The Missing Open Standard: How can we unlock the drone's social potential?

 

Chris Anderson has famously compared the nascent drone market to the early days of PCs, comparing it with the Homebrew Computer Club, the Bay Area hobbyist meetup where the Apple I was first unveiled. It may seem an odd comparison—the drone is thought of as military technology and (more recently) luxury plaything, while the Homebrew Computer Club is remembered for its utopian beliefs about putting technology into the hands of the people. But while Apple's forays into personal computers were groundbreaking, the "PC" abbreviation historically referred to its greatest threat, the IBM PC standard, a revolutionary form of computer architecture that was easily licensed and copied, and which shaped the personal computer market for over a decade. Drones do not yet have a "PC standard," but if they did, it might be the tipping point that could catapult drones into the mainstream and unlock their social utility.

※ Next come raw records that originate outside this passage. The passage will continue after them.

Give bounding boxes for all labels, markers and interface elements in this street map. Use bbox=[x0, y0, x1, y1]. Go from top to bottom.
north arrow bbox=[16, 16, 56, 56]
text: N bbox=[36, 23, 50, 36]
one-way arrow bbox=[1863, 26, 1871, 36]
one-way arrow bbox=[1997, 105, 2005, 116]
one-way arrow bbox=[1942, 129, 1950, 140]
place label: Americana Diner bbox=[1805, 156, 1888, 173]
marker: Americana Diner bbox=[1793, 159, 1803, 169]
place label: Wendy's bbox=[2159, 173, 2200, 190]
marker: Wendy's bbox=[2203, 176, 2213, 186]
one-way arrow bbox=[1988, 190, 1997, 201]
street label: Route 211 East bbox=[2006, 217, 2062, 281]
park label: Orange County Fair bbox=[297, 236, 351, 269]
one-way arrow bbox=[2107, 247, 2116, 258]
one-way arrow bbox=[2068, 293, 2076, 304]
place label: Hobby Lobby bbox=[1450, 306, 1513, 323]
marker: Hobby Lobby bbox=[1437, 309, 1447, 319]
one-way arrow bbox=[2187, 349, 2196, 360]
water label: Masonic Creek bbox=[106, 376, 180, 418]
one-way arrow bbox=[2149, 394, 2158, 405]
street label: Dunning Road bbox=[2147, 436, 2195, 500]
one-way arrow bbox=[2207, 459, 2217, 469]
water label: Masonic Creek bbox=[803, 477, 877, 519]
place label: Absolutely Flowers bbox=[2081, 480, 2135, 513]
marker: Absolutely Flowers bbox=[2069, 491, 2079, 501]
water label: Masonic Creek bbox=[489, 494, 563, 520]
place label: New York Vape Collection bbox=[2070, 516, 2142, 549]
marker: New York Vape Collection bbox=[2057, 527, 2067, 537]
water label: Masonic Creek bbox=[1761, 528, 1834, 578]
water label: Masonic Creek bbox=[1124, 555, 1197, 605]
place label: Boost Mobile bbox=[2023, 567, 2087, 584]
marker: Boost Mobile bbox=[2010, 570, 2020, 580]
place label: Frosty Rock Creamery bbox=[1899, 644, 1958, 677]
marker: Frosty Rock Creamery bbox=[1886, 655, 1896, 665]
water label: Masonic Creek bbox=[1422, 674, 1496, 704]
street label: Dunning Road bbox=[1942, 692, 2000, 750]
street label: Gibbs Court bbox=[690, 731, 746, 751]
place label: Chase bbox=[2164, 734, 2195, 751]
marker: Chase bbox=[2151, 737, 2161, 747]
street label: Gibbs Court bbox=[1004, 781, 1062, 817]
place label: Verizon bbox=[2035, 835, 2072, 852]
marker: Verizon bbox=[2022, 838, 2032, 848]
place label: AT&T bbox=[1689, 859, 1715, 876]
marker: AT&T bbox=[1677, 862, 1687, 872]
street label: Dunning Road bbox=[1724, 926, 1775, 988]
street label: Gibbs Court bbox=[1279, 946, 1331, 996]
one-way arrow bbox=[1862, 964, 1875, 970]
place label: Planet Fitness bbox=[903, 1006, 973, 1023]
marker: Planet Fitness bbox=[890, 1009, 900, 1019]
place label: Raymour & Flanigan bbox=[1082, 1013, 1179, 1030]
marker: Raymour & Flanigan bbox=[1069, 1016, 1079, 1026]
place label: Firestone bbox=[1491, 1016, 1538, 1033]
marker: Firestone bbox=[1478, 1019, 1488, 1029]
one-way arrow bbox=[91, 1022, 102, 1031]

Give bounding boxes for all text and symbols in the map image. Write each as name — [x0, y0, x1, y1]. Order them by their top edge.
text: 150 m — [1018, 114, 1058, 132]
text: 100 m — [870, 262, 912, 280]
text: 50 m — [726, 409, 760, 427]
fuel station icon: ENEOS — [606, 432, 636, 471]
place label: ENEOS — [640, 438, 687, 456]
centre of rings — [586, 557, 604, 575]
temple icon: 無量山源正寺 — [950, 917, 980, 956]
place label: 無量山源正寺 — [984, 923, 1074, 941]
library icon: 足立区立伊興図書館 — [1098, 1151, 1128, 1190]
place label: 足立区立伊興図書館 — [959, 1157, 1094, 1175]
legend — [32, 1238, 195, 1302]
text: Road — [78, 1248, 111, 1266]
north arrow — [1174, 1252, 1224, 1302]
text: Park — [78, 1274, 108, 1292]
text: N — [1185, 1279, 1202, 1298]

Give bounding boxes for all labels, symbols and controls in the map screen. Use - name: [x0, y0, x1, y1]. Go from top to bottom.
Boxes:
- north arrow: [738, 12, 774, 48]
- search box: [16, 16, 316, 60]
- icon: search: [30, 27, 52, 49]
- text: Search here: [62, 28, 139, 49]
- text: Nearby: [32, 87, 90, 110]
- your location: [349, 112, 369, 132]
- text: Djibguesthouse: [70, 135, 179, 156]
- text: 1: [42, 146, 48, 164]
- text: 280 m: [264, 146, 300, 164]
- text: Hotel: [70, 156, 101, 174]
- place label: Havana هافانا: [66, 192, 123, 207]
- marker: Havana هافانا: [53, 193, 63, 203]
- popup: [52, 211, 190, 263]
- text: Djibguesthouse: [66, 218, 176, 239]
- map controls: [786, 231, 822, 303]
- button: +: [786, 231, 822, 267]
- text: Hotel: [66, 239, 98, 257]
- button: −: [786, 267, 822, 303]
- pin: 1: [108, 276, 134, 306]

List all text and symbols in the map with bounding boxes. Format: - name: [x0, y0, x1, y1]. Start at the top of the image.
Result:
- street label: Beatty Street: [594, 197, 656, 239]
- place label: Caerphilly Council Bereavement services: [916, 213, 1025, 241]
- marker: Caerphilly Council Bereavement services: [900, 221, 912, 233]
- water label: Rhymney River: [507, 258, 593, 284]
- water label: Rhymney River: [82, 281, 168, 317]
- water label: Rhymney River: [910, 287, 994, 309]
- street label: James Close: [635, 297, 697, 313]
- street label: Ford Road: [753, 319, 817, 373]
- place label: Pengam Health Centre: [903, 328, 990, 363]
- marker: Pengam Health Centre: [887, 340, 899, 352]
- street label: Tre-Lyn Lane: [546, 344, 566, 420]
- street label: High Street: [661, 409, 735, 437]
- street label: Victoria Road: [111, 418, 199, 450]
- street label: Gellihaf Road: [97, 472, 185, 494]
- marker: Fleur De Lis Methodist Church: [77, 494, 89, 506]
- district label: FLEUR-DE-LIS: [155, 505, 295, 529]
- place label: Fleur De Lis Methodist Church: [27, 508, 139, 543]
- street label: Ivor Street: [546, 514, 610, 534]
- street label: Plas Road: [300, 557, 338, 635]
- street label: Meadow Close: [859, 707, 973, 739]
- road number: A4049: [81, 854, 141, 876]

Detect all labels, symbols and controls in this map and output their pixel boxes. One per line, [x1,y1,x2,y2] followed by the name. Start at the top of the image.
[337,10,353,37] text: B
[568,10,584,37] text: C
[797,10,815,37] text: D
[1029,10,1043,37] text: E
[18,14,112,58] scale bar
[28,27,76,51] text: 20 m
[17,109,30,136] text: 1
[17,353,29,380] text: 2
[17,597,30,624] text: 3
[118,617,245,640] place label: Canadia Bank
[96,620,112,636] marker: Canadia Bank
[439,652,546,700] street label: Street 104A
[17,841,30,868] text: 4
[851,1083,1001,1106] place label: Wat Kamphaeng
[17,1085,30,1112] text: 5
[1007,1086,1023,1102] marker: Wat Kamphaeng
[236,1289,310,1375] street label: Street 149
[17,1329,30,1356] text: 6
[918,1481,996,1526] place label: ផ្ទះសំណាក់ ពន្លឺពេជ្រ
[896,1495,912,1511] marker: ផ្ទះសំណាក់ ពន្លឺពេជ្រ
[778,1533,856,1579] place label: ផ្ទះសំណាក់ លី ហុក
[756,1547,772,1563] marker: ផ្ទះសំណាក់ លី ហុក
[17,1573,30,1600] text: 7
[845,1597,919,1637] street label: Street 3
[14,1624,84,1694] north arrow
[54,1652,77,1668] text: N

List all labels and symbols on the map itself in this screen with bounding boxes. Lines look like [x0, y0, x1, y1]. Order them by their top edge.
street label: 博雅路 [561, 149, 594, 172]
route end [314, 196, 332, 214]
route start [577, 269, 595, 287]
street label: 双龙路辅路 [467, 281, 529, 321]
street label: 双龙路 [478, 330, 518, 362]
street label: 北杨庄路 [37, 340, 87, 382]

We have yet to see what this social utility will be. Militarized drone technology has a well-established place among the many tools of the surveillance state. Looking at the history of the computer's shift from an awkward, heavy, military and commercial engineering project to something we carry in our pockets, one wonders how drones might make a similar transition. Some of the first ideas for non-military drones, such as catching poachers, have some way to go in development before they will actually be useful. So far, one of the best uses for drone technology is in the field of cartography. Drones like senseFly's eBee can map a large area very quickly, and rectify imagery to GPS maps. But drones like these cost thousands of dollars and run proprietary software in order to work so seamlessly. What if drone technology were to be transformed in a similar manner to computers, so that standard architecture and operating systems allowed cheaper, more universal hardware and software?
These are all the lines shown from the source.